Before I begin my comments, I would like to express that I am not a traditional Conservative, nor a "liberal Democrat," as they tend to be branded. And, to be quite frank, I have no idea where I stand on this issue. But there are some things in the "Proposition 8 debate" that bother me.
Proposition 8, to the few who haven't heard, is a proposed amendment to the California state constitution that would legally and lawfully define marriage to be between a Man and a Woman, only. Similar measures are also being undertaken in other states (Prop 120, or something like that, in Arizona), but the California debate is particularly engaging.
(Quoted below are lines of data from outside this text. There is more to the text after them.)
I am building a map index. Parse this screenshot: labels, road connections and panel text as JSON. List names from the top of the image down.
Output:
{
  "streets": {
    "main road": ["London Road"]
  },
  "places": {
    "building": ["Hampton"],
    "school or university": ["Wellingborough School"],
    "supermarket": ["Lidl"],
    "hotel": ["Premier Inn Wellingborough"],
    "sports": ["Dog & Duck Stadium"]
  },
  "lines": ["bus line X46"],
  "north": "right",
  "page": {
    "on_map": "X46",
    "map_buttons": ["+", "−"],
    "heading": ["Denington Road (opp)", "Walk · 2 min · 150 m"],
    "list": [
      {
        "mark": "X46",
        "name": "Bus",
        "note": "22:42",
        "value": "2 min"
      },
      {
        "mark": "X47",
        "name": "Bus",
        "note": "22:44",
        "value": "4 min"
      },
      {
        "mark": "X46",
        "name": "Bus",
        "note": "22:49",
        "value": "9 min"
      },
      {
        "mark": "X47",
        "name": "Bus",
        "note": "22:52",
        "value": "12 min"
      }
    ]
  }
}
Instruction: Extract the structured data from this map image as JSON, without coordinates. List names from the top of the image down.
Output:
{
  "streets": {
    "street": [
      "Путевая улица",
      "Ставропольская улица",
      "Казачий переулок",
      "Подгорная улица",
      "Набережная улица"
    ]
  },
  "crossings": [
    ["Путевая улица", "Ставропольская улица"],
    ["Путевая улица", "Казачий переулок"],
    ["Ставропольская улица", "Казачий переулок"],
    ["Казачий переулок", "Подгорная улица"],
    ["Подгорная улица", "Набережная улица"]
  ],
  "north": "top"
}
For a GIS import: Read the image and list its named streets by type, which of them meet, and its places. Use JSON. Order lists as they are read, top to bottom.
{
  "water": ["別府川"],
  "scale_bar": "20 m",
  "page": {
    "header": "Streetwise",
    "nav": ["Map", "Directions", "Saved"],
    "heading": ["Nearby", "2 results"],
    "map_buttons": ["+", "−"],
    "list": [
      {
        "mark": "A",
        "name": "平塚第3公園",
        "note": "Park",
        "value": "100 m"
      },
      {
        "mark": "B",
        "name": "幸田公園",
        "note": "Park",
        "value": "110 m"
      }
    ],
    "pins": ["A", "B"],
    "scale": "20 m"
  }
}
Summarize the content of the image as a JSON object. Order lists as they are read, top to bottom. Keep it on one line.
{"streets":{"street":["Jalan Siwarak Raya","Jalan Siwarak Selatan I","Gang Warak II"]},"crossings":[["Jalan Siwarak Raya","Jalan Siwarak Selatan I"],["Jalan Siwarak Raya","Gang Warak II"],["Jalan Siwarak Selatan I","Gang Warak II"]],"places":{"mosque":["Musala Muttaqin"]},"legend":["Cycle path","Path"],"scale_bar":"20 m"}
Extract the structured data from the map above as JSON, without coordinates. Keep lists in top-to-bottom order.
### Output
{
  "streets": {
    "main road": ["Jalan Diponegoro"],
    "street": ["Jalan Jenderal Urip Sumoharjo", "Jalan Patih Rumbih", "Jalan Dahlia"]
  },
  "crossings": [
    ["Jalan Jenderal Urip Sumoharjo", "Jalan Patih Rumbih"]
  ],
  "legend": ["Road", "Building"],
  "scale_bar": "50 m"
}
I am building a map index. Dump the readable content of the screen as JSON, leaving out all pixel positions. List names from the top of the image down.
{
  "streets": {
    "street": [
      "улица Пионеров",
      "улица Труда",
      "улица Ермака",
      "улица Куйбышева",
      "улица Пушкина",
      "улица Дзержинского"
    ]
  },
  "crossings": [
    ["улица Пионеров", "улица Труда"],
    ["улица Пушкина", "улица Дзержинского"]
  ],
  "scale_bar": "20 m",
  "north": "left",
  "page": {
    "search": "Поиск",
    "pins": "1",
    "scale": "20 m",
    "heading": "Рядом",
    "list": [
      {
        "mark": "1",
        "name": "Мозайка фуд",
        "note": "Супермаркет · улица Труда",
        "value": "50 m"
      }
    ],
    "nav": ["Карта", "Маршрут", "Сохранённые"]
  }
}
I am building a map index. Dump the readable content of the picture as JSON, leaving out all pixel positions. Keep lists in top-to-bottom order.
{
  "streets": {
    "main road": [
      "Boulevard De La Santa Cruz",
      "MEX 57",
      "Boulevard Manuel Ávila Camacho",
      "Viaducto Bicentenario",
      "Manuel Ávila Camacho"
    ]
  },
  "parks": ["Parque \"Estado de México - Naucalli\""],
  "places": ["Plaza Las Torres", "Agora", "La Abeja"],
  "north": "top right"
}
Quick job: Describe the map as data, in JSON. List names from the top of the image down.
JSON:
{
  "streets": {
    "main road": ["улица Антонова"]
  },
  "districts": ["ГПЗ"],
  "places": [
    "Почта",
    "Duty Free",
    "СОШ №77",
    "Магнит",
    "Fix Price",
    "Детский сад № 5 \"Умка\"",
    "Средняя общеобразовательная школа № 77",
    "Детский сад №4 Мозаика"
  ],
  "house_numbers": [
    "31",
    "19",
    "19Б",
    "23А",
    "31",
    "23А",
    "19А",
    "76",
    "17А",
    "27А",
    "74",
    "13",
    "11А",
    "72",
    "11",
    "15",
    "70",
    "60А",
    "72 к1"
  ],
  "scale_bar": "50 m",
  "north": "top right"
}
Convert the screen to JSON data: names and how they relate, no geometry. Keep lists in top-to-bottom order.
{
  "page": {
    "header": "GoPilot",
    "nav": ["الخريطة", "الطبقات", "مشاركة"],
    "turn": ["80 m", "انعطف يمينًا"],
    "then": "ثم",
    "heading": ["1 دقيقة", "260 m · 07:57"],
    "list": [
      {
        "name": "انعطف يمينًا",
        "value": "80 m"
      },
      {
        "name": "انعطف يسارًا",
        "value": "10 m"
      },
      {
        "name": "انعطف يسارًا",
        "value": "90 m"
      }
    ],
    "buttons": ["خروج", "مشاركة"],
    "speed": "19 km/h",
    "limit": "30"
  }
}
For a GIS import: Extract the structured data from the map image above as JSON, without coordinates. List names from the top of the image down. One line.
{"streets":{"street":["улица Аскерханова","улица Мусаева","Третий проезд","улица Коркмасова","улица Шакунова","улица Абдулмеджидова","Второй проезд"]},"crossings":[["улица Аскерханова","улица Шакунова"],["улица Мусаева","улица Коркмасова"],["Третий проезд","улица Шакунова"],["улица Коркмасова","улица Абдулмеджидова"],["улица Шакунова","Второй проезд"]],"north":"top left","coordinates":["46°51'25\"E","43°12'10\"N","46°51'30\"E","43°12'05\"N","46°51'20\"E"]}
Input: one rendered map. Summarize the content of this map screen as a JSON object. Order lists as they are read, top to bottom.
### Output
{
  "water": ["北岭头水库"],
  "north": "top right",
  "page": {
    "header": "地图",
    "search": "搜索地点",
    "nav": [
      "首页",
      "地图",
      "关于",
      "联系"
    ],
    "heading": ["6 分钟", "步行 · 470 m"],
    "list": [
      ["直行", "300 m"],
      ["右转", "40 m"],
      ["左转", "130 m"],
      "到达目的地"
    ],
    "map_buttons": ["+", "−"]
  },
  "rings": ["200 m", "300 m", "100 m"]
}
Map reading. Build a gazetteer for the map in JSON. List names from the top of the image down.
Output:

As an active Latter-day Saint, my senses have been flooded with talk about "preserving the sanctity of marriage." In fact, on Wednesday, Oct. 8, Elders M. Russell Ballard and Quentin L. Cook, of the Quorum of the Twelve Apostles, presented a nation-wide fireside, urging members to support the California initiative and actively campaign for the agenda.
The argument is always the same: marriage has been defined by "history and tradition," and therefore, it shouldn't be changed. Also, religious believers argue that "since God ordained marriage between a man and a woman, man shouldn't ordain it any other way." I am in full agreement with the second point, but my mind always wanders to those who have rejected the counsels of God to such an extent. It's difficult, but I really do try hard not to offend or judge those beliefs.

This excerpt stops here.